Saved entries:
***

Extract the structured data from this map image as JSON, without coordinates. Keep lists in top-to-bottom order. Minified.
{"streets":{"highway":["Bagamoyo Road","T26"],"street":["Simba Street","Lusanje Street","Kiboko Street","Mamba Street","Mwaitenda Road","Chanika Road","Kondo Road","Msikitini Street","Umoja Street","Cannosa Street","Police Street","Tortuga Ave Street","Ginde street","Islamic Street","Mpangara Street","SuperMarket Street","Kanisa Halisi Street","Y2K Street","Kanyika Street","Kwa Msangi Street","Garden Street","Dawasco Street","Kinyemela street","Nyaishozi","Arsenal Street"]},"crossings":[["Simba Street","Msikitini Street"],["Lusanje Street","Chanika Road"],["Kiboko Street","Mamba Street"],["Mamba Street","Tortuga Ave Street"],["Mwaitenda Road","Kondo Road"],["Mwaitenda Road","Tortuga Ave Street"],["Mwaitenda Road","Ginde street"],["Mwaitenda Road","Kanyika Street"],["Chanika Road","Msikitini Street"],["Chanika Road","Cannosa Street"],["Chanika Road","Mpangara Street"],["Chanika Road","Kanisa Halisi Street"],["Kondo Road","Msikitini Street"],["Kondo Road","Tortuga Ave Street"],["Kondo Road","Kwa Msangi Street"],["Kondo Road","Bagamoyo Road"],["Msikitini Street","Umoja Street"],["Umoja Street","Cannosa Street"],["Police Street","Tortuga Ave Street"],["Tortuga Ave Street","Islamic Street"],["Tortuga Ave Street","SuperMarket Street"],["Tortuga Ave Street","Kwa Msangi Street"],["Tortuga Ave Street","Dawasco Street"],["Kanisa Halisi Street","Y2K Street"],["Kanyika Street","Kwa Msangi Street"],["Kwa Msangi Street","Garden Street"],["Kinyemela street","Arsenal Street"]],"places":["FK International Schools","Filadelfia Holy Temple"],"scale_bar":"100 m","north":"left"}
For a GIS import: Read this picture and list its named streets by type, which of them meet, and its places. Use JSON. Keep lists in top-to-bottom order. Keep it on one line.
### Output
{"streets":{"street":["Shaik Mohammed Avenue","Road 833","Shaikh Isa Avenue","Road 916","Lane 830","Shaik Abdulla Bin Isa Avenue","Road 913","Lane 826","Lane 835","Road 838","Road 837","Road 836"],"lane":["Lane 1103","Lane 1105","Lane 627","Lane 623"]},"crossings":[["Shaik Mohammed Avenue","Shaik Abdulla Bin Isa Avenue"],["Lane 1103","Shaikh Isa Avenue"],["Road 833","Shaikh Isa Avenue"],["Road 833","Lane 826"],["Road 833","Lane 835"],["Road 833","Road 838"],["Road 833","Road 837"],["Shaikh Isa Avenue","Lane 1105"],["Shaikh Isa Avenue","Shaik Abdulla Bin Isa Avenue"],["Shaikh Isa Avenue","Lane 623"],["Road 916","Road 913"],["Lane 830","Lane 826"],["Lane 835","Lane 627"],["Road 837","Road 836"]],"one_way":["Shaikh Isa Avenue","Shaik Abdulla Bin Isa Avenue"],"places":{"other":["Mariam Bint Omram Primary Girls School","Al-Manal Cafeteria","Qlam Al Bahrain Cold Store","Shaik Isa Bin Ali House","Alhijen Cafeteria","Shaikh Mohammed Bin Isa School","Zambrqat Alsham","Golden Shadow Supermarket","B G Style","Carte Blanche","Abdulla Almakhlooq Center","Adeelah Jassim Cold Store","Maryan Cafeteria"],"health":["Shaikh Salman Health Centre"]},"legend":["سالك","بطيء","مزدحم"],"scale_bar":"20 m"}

***

Copy out each line from the preceding entries that mentions the word "bottom".

▶ **Result**:
Extract the structured data from this map image as JSON, without coordinates. Keep lists in top-to-bottom order. Minified.
For a GIS import: Read this picture and list its named streets by type, which of them meet, and its places. Use JSON. Keep lists in top-to-bottom order. Keep it on one line.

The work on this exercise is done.